DATASET RECORDS:

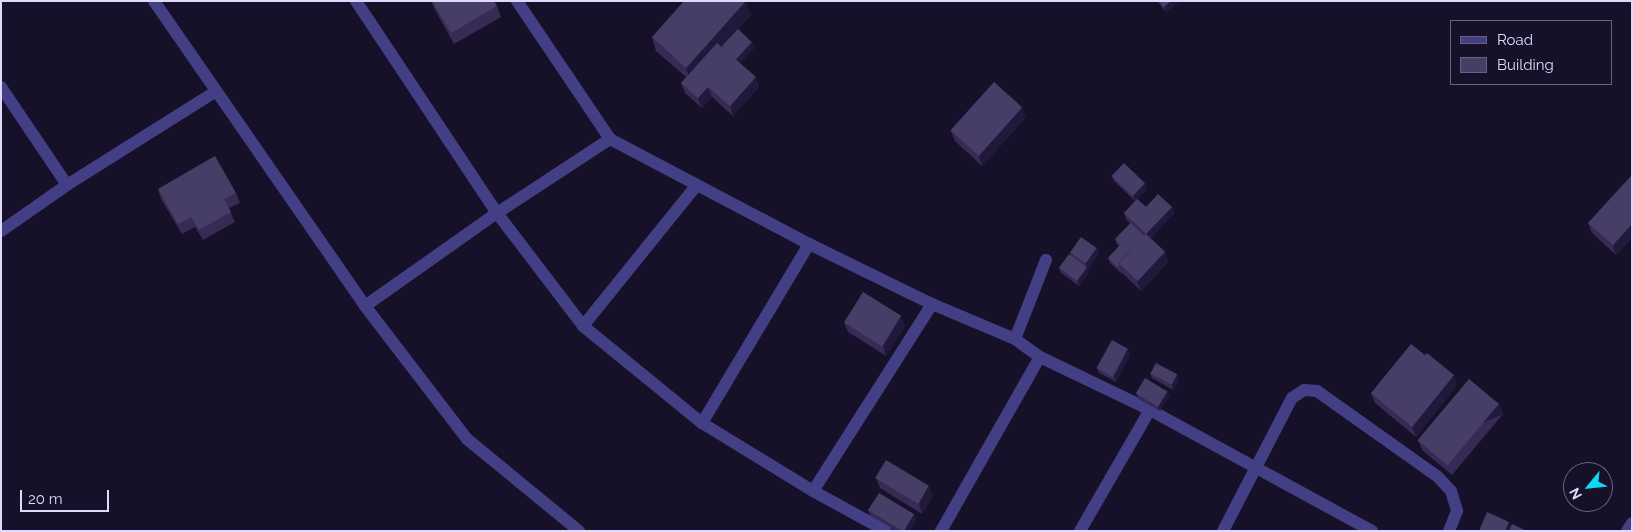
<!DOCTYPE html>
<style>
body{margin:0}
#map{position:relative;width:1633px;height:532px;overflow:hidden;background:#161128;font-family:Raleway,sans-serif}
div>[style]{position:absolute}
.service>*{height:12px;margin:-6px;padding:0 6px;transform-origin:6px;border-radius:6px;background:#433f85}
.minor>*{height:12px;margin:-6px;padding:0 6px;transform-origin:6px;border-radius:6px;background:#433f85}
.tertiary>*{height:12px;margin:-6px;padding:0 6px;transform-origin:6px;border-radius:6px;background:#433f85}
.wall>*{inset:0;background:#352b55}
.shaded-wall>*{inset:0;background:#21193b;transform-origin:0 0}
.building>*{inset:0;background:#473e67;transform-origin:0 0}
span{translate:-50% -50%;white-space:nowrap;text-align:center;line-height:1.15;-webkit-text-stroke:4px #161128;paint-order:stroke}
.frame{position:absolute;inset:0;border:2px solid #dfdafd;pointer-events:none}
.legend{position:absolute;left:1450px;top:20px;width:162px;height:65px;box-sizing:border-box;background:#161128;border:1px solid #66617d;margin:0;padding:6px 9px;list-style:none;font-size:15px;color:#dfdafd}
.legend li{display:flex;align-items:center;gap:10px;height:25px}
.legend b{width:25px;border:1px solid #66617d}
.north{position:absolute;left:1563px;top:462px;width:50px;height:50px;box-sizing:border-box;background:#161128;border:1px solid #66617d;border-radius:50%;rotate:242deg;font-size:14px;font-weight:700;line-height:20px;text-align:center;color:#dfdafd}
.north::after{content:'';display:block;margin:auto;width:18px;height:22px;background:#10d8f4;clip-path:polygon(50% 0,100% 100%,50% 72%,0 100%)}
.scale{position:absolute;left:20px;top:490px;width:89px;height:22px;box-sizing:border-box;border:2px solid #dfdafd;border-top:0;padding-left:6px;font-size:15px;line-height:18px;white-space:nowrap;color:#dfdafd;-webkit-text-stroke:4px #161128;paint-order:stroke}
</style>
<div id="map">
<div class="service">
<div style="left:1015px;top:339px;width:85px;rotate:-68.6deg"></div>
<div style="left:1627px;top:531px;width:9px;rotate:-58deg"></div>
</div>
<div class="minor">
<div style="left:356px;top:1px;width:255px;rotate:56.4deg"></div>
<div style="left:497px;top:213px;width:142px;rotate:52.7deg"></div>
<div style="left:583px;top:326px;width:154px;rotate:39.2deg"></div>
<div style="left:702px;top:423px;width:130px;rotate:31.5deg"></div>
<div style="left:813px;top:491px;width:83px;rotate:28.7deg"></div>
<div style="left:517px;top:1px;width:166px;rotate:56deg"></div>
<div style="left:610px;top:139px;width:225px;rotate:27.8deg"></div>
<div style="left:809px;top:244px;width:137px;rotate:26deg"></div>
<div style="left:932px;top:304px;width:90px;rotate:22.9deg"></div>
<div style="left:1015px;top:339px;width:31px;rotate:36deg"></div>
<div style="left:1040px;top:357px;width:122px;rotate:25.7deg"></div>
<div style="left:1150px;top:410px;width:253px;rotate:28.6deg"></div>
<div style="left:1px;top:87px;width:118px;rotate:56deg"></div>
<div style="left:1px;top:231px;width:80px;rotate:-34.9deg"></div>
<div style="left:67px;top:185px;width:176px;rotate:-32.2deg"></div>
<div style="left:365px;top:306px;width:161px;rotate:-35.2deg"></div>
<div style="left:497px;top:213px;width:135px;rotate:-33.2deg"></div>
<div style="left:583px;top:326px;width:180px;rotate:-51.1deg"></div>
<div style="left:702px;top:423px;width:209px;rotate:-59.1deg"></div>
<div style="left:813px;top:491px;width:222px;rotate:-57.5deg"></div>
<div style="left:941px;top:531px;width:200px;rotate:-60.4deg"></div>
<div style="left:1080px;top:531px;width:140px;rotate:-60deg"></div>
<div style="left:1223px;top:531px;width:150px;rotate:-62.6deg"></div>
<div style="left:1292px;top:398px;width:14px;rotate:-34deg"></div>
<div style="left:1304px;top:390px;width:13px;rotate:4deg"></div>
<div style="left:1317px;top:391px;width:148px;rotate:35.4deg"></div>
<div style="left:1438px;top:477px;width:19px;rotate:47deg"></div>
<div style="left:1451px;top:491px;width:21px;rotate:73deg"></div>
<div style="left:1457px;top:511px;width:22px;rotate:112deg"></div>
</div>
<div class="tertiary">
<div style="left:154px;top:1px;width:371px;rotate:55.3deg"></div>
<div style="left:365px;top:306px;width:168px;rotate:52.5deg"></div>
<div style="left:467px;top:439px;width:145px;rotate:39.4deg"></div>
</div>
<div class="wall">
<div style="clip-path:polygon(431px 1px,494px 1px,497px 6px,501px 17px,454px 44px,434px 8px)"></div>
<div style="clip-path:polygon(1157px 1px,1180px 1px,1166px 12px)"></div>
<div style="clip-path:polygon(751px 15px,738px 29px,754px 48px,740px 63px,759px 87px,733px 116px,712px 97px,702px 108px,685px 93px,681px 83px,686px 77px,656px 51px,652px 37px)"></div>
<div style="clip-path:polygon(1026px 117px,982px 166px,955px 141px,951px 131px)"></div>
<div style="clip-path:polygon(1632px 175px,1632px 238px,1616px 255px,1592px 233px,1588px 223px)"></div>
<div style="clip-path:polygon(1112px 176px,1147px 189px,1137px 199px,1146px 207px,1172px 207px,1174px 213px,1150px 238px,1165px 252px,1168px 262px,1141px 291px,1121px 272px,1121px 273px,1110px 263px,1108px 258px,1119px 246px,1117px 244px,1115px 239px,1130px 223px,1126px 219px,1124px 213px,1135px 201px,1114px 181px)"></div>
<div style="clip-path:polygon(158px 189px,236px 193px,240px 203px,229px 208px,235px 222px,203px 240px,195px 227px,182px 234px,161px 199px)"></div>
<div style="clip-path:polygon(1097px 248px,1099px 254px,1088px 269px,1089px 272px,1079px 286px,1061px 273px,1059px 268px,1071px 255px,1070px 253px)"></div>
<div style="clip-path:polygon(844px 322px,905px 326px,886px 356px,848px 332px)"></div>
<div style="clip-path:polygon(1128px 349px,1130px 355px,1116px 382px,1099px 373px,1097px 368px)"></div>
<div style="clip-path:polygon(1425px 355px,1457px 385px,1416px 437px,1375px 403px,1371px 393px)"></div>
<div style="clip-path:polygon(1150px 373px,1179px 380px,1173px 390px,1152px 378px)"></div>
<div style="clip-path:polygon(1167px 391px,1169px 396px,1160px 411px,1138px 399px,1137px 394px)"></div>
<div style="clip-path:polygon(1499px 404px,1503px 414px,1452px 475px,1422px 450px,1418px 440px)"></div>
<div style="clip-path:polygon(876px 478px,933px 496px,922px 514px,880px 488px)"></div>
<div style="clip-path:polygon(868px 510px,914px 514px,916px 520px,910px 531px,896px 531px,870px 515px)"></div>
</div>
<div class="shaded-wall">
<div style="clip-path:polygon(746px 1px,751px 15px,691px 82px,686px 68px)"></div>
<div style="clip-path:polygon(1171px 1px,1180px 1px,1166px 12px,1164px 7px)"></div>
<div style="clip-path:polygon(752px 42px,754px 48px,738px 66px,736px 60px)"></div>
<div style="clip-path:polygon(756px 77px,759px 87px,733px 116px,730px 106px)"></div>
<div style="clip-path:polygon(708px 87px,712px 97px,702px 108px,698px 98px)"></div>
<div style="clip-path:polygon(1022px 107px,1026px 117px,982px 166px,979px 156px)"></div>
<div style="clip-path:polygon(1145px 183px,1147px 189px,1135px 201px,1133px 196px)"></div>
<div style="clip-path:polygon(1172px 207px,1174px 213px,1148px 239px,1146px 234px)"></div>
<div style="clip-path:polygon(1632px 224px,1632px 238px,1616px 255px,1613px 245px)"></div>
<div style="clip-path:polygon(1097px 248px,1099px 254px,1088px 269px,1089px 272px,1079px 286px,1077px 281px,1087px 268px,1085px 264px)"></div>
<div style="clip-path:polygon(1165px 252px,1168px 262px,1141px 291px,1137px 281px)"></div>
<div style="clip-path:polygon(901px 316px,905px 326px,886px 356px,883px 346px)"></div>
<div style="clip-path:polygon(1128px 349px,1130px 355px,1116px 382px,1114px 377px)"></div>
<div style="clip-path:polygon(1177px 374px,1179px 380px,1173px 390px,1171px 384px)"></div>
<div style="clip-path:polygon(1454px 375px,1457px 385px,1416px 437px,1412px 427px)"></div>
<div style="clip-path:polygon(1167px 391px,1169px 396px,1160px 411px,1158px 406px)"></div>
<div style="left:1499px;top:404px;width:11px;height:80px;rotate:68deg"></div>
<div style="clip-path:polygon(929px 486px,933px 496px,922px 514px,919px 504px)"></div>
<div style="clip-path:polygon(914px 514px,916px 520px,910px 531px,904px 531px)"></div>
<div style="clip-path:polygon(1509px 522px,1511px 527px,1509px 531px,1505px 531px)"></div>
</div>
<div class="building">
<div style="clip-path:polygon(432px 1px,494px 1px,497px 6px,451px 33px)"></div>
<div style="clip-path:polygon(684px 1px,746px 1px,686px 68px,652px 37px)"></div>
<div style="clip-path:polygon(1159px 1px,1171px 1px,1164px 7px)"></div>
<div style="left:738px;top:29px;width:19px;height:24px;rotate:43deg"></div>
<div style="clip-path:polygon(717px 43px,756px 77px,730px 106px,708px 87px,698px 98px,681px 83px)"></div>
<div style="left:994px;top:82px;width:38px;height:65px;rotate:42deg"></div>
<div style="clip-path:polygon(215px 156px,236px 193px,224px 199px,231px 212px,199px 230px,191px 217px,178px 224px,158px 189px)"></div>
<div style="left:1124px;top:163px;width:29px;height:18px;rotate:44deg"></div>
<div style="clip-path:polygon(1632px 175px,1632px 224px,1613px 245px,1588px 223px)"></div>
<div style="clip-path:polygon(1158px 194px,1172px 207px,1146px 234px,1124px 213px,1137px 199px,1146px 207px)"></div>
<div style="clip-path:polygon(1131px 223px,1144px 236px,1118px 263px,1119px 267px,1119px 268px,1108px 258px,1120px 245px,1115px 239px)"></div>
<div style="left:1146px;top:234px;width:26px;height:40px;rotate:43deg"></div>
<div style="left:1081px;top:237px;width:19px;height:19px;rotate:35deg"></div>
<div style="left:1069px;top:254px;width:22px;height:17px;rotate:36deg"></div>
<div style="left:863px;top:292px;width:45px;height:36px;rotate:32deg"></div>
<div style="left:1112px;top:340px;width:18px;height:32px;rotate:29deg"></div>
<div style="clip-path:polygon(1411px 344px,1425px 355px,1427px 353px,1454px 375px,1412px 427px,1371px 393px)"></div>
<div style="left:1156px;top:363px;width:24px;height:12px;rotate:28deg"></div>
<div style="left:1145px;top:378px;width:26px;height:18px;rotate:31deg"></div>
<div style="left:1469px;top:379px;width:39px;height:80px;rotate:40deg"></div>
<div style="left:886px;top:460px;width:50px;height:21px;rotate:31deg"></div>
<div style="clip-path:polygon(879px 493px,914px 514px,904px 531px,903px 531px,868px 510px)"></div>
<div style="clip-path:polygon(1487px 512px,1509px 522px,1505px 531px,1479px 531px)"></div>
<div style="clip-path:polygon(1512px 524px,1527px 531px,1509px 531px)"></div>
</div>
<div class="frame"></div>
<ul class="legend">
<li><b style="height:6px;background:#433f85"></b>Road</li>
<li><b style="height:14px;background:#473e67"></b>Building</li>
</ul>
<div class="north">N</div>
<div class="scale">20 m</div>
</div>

WORK ORDER: Filter the listing above down to the lines that contain the word "shaded".

TASK OUTPUT:
.shaded-wall>*{inset:0;background:#21193b;transform-origin:0 0}
<div class="shaded-wall">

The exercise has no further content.